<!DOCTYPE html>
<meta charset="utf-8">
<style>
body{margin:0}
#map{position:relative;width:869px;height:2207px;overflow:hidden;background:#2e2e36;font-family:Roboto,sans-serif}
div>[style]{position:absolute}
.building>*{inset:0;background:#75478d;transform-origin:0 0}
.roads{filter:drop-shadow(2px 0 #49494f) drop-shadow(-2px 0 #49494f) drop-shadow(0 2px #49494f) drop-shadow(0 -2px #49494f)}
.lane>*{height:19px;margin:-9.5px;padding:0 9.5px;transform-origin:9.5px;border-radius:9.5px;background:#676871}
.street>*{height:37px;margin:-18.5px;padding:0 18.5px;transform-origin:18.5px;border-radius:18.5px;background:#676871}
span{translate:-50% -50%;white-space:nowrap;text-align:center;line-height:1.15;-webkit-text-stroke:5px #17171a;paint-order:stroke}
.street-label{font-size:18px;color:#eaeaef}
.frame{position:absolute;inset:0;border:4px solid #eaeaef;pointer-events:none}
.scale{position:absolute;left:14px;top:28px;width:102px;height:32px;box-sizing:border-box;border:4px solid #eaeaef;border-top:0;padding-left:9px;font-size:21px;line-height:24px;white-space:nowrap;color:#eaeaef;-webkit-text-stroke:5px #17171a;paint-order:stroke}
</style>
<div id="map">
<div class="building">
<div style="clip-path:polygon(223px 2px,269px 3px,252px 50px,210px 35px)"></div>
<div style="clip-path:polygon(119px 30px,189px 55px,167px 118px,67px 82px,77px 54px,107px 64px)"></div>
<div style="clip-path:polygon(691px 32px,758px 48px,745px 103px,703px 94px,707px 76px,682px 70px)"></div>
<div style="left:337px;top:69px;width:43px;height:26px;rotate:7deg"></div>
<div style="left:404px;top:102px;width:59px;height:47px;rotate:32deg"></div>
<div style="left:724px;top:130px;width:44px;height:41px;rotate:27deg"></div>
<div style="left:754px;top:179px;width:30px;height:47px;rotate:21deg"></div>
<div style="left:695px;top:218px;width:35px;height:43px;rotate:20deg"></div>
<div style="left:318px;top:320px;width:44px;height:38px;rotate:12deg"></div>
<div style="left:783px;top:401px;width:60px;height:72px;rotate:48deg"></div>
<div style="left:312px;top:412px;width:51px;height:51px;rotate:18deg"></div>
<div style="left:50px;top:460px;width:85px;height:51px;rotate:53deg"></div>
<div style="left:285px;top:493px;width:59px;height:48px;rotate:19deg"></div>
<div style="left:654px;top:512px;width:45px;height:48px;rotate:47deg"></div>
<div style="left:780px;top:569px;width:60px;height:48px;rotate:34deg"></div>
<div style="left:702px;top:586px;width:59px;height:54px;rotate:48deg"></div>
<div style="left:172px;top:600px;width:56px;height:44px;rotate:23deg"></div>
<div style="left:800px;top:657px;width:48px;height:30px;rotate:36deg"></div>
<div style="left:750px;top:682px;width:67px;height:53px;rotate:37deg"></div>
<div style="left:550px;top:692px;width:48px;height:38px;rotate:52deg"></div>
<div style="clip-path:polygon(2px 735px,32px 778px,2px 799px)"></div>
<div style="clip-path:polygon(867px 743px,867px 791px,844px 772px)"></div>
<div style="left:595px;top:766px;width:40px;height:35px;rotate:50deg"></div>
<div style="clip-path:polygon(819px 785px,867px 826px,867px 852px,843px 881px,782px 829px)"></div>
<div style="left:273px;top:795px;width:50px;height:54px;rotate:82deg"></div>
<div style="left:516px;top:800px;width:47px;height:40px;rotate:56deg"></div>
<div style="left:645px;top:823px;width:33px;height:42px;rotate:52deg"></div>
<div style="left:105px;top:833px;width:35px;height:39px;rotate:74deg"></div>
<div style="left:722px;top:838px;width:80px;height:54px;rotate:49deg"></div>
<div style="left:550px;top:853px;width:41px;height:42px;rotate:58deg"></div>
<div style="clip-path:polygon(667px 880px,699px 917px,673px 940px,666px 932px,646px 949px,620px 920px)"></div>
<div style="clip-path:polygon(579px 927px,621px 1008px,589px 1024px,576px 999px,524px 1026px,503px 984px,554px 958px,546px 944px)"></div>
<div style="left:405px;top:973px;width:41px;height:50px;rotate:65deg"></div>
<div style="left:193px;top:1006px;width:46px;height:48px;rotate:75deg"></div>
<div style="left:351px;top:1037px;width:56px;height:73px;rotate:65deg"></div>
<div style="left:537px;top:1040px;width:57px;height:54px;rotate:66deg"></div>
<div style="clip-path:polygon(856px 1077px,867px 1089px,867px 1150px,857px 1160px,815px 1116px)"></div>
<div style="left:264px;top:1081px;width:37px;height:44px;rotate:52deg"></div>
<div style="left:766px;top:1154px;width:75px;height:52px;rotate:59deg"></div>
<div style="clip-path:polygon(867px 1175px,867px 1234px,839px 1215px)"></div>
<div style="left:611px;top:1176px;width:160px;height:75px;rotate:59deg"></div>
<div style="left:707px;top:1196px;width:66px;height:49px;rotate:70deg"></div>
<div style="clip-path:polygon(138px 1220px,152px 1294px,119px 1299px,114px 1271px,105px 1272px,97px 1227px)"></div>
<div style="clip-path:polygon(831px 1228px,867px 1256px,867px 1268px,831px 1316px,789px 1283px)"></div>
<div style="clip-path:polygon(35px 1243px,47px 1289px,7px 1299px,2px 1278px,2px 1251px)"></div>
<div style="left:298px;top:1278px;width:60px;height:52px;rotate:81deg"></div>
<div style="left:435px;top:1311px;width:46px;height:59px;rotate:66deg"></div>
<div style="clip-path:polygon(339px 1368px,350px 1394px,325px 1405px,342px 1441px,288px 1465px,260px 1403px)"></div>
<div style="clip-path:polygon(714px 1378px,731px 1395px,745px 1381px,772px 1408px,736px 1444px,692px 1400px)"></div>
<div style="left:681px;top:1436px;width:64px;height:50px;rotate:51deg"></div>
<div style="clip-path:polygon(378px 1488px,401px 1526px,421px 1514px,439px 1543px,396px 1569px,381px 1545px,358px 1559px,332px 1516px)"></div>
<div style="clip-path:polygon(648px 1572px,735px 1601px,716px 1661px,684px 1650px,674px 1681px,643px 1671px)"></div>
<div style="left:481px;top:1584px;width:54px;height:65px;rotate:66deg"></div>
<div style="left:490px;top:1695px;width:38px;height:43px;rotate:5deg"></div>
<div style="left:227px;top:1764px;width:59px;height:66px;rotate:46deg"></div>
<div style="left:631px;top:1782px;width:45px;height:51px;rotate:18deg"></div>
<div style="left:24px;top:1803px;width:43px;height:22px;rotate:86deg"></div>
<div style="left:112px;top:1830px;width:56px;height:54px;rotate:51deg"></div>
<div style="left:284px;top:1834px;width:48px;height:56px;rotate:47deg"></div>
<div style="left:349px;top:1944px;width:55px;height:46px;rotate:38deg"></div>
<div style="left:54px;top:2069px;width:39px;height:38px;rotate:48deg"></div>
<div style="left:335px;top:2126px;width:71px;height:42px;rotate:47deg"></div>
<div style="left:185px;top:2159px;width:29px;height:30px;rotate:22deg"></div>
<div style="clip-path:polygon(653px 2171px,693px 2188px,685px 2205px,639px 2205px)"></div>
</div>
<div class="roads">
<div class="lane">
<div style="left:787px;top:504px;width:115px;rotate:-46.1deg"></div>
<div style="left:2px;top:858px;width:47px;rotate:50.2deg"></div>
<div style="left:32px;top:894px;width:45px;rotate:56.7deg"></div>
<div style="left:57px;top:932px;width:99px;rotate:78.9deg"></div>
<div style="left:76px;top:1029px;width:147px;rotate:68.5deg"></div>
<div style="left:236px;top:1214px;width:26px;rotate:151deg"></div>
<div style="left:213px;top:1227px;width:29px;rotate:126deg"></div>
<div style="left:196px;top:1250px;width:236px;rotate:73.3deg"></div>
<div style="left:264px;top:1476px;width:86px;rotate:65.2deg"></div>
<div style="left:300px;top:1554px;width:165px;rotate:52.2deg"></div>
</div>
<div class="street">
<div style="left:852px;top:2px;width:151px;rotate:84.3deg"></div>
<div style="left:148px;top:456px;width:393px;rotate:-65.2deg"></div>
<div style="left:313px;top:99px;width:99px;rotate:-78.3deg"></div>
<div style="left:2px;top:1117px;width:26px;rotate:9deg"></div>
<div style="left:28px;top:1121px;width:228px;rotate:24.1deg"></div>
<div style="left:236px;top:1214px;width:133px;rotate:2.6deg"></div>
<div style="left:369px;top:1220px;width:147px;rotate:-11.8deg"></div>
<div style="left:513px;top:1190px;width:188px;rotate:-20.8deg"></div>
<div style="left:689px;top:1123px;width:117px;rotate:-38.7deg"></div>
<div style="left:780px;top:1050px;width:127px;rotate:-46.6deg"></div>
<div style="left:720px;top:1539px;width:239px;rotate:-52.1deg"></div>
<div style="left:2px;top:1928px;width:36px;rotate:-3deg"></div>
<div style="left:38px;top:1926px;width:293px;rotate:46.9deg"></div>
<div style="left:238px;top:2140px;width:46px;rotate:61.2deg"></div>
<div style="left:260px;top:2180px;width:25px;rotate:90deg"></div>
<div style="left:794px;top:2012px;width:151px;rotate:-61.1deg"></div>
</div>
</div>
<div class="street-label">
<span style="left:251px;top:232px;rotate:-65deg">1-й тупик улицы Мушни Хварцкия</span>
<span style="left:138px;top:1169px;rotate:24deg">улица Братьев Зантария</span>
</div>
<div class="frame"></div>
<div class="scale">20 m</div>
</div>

----

Instructions to follow: Nothing but the lines from the first line of the data through the line with "0 #49494f) drop-shadow(-2px" should be returned, exactly as they appear, both ends included.

Reply:
<!DOCTYPE html>
<meta charset="utf-8">
<style>
body{margin:0}
#map{position:relative;width:869px;height:2207px;overflow:hidden;background:#2e2e36;font-family:Roboto,sans-serif}
div>[style]{position:absolute}
.building>*{inset:0;background:#75478d;transform-origin:0 0}
.roads{filter:drop-shadow(2px 0 #49494f) drop-shadow(-2px 0 #49494f) drop-shadow(0 2px #49494f) drop-shadow(0 -2px #49494f)}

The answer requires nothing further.